- [REQUIREMENT]: Could you copy every record below exactly as it stands?

##### INFORMATION PROVIDED

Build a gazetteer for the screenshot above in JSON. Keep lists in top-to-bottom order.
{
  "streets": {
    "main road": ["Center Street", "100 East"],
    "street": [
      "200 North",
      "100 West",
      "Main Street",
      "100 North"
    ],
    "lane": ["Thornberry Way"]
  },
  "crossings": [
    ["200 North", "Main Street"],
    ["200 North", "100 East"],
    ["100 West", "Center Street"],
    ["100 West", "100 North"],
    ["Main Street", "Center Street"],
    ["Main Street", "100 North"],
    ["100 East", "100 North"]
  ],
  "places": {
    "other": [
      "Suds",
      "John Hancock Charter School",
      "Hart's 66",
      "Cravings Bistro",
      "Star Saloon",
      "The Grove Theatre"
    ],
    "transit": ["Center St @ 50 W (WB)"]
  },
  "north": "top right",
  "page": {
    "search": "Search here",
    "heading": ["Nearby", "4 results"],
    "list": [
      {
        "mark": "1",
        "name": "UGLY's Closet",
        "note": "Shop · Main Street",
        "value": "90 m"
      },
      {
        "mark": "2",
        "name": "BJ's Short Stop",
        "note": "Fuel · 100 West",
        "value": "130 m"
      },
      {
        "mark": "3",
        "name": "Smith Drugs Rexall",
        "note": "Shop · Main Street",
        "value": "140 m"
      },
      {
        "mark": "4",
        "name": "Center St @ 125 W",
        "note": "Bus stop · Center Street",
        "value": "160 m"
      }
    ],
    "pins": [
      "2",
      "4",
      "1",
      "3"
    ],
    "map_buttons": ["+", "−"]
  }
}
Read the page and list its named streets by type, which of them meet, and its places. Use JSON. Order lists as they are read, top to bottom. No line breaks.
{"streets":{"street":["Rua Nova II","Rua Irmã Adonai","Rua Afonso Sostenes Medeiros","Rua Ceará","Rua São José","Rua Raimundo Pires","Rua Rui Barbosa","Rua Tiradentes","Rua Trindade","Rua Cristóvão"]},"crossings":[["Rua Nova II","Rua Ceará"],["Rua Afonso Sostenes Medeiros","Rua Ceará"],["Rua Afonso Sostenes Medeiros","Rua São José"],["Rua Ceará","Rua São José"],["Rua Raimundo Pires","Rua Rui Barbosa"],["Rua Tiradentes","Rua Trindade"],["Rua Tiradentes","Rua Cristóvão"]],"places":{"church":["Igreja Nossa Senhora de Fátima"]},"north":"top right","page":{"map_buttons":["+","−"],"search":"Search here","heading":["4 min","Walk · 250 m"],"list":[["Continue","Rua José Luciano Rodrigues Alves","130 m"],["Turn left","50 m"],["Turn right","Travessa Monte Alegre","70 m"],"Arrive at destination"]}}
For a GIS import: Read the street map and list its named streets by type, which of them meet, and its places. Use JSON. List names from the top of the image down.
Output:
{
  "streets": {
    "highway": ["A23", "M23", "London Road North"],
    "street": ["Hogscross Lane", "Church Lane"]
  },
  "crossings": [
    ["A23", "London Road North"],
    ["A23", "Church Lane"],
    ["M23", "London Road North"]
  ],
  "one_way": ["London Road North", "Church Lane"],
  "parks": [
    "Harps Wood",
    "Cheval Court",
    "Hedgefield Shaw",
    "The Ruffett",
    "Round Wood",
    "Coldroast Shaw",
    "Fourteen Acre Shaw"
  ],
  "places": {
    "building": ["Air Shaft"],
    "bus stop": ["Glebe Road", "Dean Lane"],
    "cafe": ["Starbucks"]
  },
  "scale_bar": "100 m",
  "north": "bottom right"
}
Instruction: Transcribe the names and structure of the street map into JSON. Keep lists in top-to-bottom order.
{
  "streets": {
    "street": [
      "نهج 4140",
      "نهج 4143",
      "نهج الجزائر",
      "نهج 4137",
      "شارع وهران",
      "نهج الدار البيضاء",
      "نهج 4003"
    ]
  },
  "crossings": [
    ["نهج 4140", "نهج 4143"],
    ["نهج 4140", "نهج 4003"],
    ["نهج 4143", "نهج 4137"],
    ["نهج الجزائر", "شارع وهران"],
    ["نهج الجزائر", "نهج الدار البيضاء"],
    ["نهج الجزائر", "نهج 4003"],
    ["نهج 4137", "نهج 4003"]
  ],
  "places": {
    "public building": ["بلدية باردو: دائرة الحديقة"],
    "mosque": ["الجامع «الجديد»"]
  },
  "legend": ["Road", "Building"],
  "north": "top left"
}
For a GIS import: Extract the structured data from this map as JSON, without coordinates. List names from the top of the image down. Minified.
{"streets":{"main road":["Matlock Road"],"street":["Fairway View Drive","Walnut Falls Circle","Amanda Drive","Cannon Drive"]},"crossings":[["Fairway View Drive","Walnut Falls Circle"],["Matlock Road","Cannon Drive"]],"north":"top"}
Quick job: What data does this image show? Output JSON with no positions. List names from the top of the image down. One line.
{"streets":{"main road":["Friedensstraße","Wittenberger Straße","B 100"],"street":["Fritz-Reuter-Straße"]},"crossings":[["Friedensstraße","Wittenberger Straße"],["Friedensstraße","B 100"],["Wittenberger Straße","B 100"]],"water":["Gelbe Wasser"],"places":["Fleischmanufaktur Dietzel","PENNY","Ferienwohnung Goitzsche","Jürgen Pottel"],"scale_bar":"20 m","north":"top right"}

##########

- [TASK ANSWER]:
Build a gazetteer for the screenshot above in JSON. Keep lists in top-to-bottom order.
{
  "streets": {
    "main road": ["Center Street", "100 East"],
    "street": [
      "200 North",
      "100 West",
      "Main Street",
      "100 North"
    ],
    "lane": ["Thornberry Way"]
  },
  "crossings": [
    ["200 North", "Main Street"],
    ["200 North", "100 East"],
    ["100 West", "Center Street"],
    ["100 West", "100 North"],
    ["Main Street", "Center Street"],
    ["Main Street", "100 North"],
    ["100 East", "100 North"]
  ],
  "places": {
    "other": [
      "Suds",
      "John Hancock Charter School",
      "Hart's 66",
      "Cravings Bistro",
      "Star Saloon",
      "The Grove Theatre"
    ],
    "transit": ["Center St @ 50 W (WB)"]
  },
  "north": "top right",
  "page": {
    "search": "Search here",
    "heading": ["Nearby", "4 results"],
    "list": [
      {
        "mark": "1",
        "name": "UGLY's Closet",
        "note": "Shop · Main Street",
        "value": "90 m"
      },
      {
        "mark": "2",
        "name": "BJ's Short Stop",
        "note": "Fuel · 100 West",
        "value": "130 m"
      },
      {
        "mark": "3",
        "name": "Smith Drugs Rexall",
        "note": "Shop · Main Street",
        "value": "140 m"
      },
      {
        "mark": "4",
        "name": "Center St @ 125 W",
        "note": "Bus stop · Center Street",
        "value": "160 m"
      }
    ],
    "pins": [
      "2",
      "4",
      "1",
      "3"
    ],
    "map_buttons": ["+", "−"]
  }
}
Read the page and list its named streets by type, which of them meet, and its places. Use JSON. Order lists as they are read, top to bottom. No line breaks.
{"streets":{"street":["Rua Nova II","Rua Irmã Adonai","Rua Afonso Sostenes Medeiros","Rua Ceará","Rua São José","Rua Raimundo Pires","Rua Rui Barbosa","Rua Tiradentes","Rua Trindade","Rua Cristóvão"]},"crossings":[["Rua Nova II","Rua Ceará"],["Rua Afonso Sostenes Medeiros","Rua Ceará"],["Rua Afonso Sostenes Medeiros","Rua São José"],["Rua Ceará","Rua São José"],["Rua Raimundo Pires","Rua Rui Barbosa"],["Rua Tiradentes","Rua Trindade"],["Rua Tiradentes","Rua Cristóvão"]],"places":{"church":["Igreja Nossa Senhora de Fátima"]},"north":"top right","page":{"map_buttons":["+","−"],"search":"Search here","heading":["4 min","Walk · 250 m"],"list":[["Continue","Rua José Luciano Rodrigues Alves","130 m"],["Turn left","50 m"],["Turn right","Travessa Monte Alegre","70 m"],"Arrive at destination"]}}
For a GIS import: Read the street map and list its named streets by type, which of them meet, and its places. Use JSON. List names from the top of the image down.
Output:
{
  "streets": {
    "highway": ["A23", "M23", "London Road North"],
    "street": ["Hogscross Lane", "Church Lane"]
  },
  "crossings": [
    ["A23", "London Road North"],
    ["A23", "Church Lane"],
    ["M23", "London Road North"]
  ],
  "one_way": ["London Road North", "Church Lane"],
  "parks": [
    "Harps Wood",
    "Cheval Court",
    "Hedgefield Shaw",
    "The Ruffett",
    "Round Wood",
    "Coldroast Shaw",
    "Fourteen Acre Shaw"
  ],
  "places": {
    "building": ["Air Shaft"],
    "bus stop": ["Glebe Road", "Dean Lane"],
    "cafe": ["Starbucks"]
  },
  "scale_bar": "100 m",
  "north": "bottom right"
}
Instruction: Transcribe the names and structure of the street map into JSON. Keep lists in top-to-bottom order.
{
  "streets": {
    "street": [
      "نهج 4140",
      "نهج 4143",
      "نهج الجزائر",
      "نهج 4137",
      "شارع وهران",
      "نهج الدار البيضاء",
      "نهج 4003"
    ]
  },
  "crossings": [
    ["نهج 4140", "نهج 4143"],
    ["نهج 4140", "نهج 4003"],
    ["نهج 4143", "نهج 4137"],
    ["نهج الجزائر", "شارع وهران"],
    ["نهج الجزائر", "نهج الدار البيضاء"],
    ["نهج الجزائر", "نهج 4003"],
    ["نهج 4137", "نهج 4003"]
  ],
  "places": {
    "public building": ["بلدية باردو: دائرة الحديقة"],
    "mosque": ["الجامع «الجديد»"]
  },
  "legend": ["Road", "Building"],
  "north": "top left"
}
For a GIS import: Extract the structured data from this map as JSON, without coordinates. List names from the top of the image down. Minified.
{"streets":{"main road":["Matlock Road"],"street":["Fairway View Drive","Walnut Falls Circle","Amanda Drive","Cannon Drive"]},"crossings":[["Fairway View Drive","Walnut Falls Circle"],["Matlock Road","Cannon Drive"]],"north":"top"}
Quick job: What data does this image show? Output JSON with no positions. List names from the top of the image down. One line.
{"streets":{"main road":["Friedensstraße","Wittenberger Straße","B 100"],"street":["Fritz-Reuter-Straße"]},"crossings":[["Friedensstraße","Wittenberger Straße"],["Friedensstraße","B 100"],["Wittenberger Straße","B 100"]],"water":["Gelbe Wasser"],"places":["Fleischmanufaktur Dietzel","PENNY","Ferienwohnung Goitzsche","Jürgen Pottel"],"scale_bar":"20 m","north":"top right"}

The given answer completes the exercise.